Notes
from course on Diplomatic Practice (Prof. Frank Owarish)
1. States
conduct consular relations in addition to diplomatic relations in similar
reciprocal basis (sending and receiving). A consul is an official agent
from a sending state to reside in a receiving state to assist and see
to the general protection of its nationals there.
2. Consuls exercise their powers in a district defined in an
exequatur issued by the appropriate authority of the receiving state.

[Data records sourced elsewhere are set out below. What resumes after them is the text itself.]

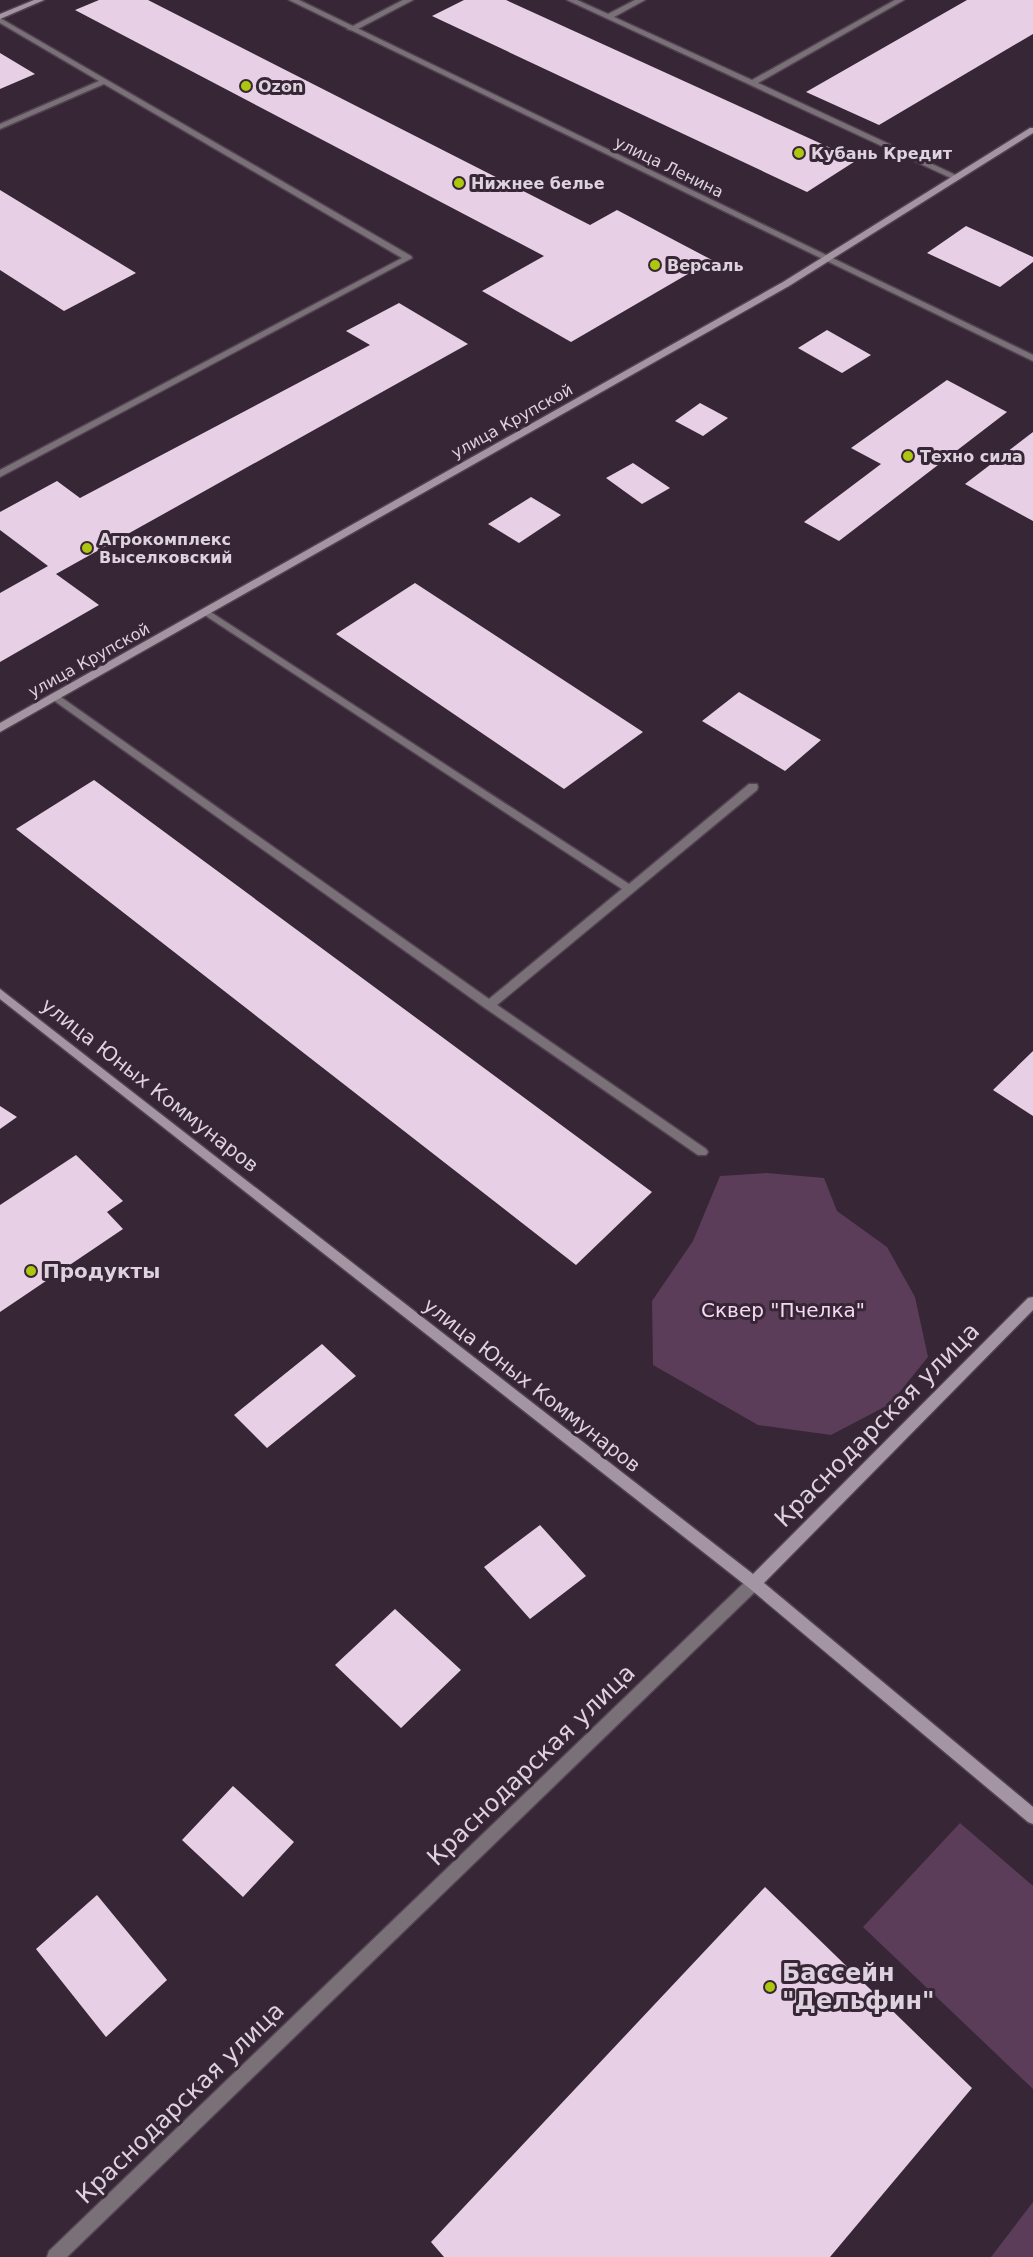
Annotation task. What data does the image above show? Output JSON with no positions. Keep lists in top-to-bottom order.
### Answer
{
  "streets": {
    "street": [
      "улица Ленина",
      "улица Крупской",
      "улица Юных Коммунаров",
      "Краснодарская улица"
    ]
  },
  "crossings": [
    ["улица Ленина", "улица Крупской"],
    ["улица Юных Коммунаров", "Краснодарская улица"]
  ],
  "parks": ["Сквер \"Пчелка\""],
  "places": [
    "Ozon",
    "Кубань Кредит",
    "Нижнее белье",
    "Версаль",
    "Техно сила",
    "Агрокомплекс Выселковский",
    "Продукты",
    "Бассейн \"Дельфин\""
  ]
}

Consuls encourage the development of economic/commercial, cultural and
scientific relations between the two states and report on conditions
in their districts. They also issue passports and visas, act as notaries
and civil registrars and the temporary administrators of estates, transmit
judicial and other official documents, assure nondiscriminatory treatment
of their nationals in local judicial, police and penal institutions
and arrange their repatriation as needed; they control and assist their
nation's vessels and aircrafts and their crews; and see to it that treaties
and agreements are respected by the local authorities.

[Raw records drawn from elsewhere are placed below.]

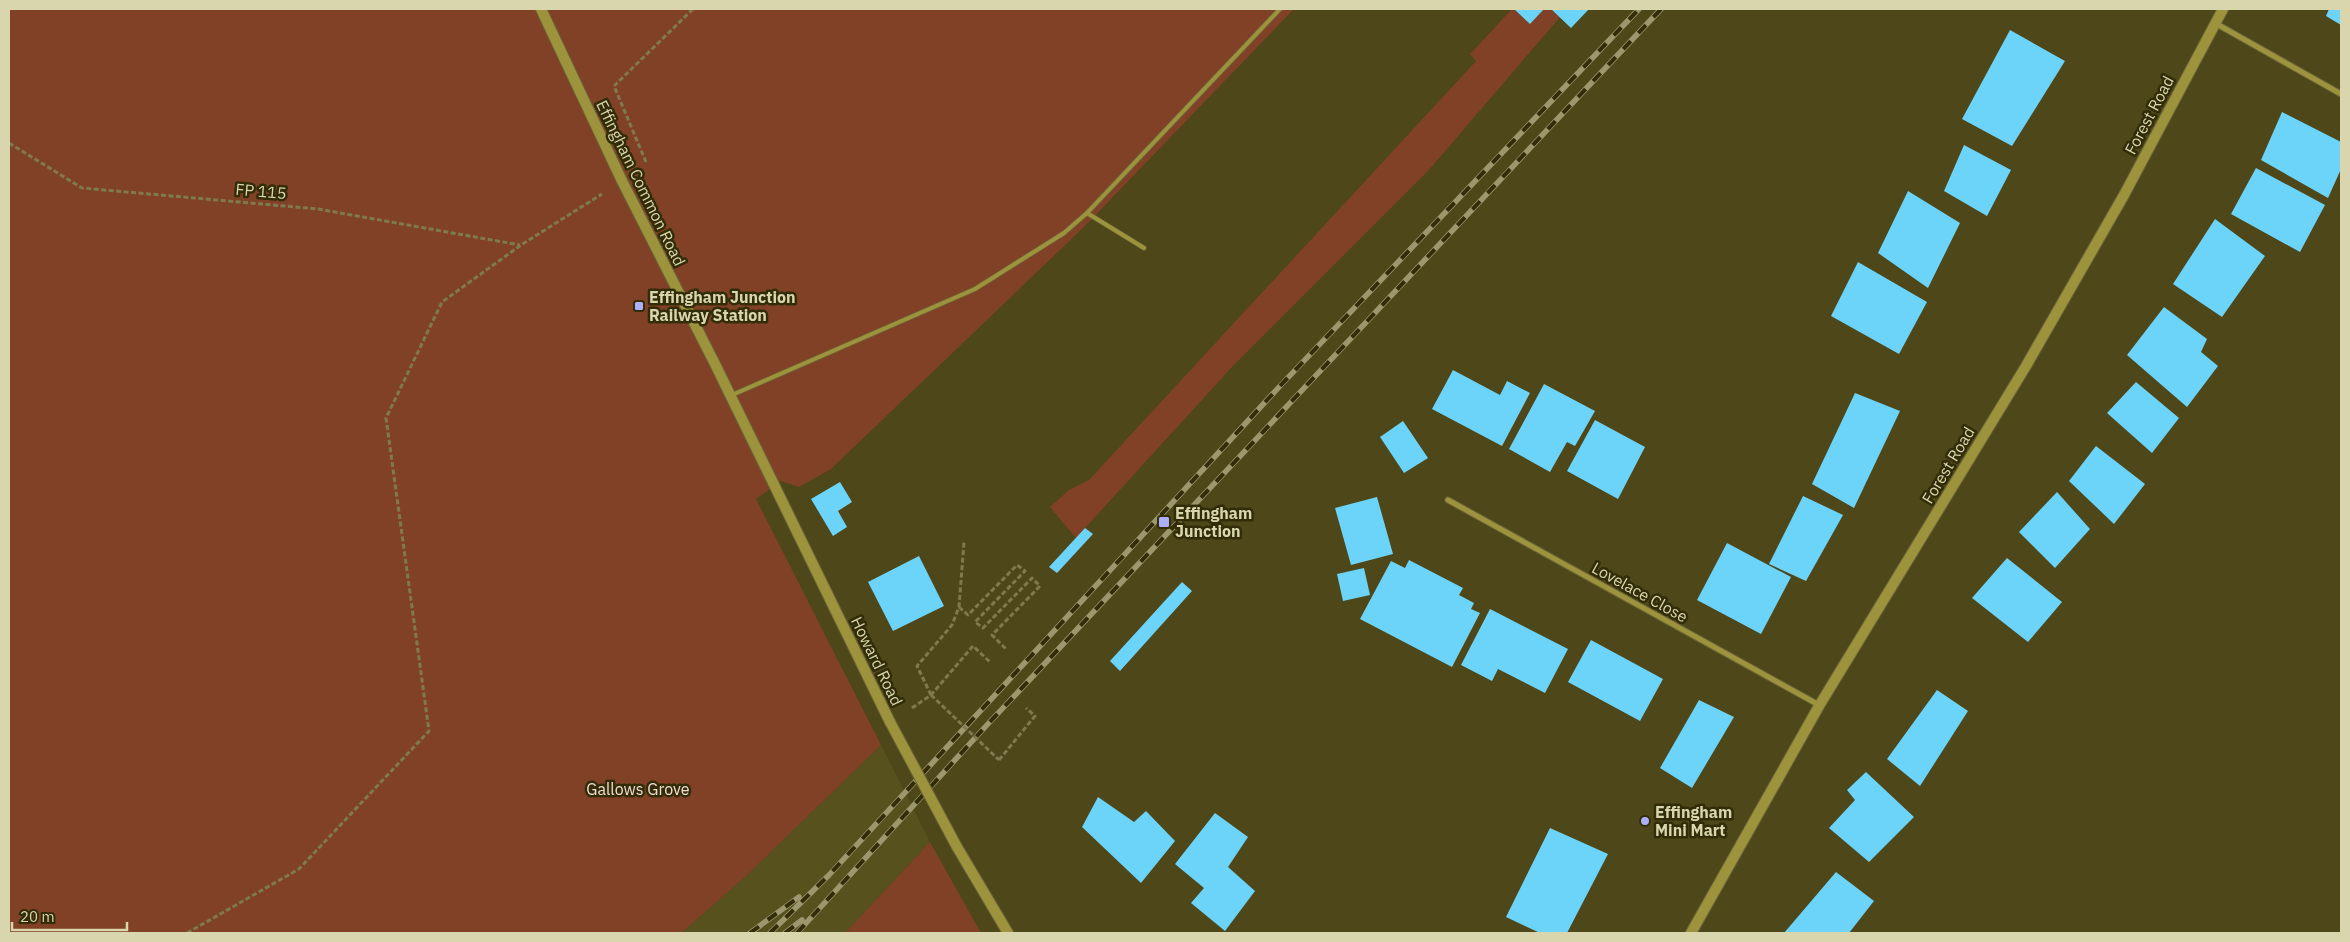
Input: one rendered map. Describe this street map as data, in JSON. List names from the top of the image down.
{
  "streets": {
    "street": [
      "Forest Road",
      "Effingham Common Road",
      "Lovelace Close",
      "Howard Road"
    ],
    "path": ["FP 115"]
  },
  "crossings": [
    ["Forest Road", "Lovelace Close"],
    ["Effingham Common Road", "Howard Road"]
  ],
  "parks": ["Gallows Grove"],
  "places": {
    "transit": ["Effingham Junction Railway Station", "Effingham Junction"],
    "other": ["Effingham Mini Mart"]
  },
  "scale_bar": "20 m"
}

3. Consuls are of four ranks: consul general, consul, vice consul
and consular agent. A consulate established in a country where there
is an embassy is subordinate to the ambassador or charge d'affaires.
The consul general is the head of a consulate or the chief of a consular
section in an embassy.
4. Sometimes, some states used the nationals of a receiving state
to perform some consular functions; an honorary consul is a host-country
national appointed by a foreign state to perform limited consular functions
in a locality where the appointing state has no other consular representation;
a national of a host state could also be appointed to perform consular
work for a state where it does not maintain a regular consulate. These
limited consular functions could also be delegated to the consulate
of a friendly country of the sending state.
5. See the Vienna Convention on Consular Relations.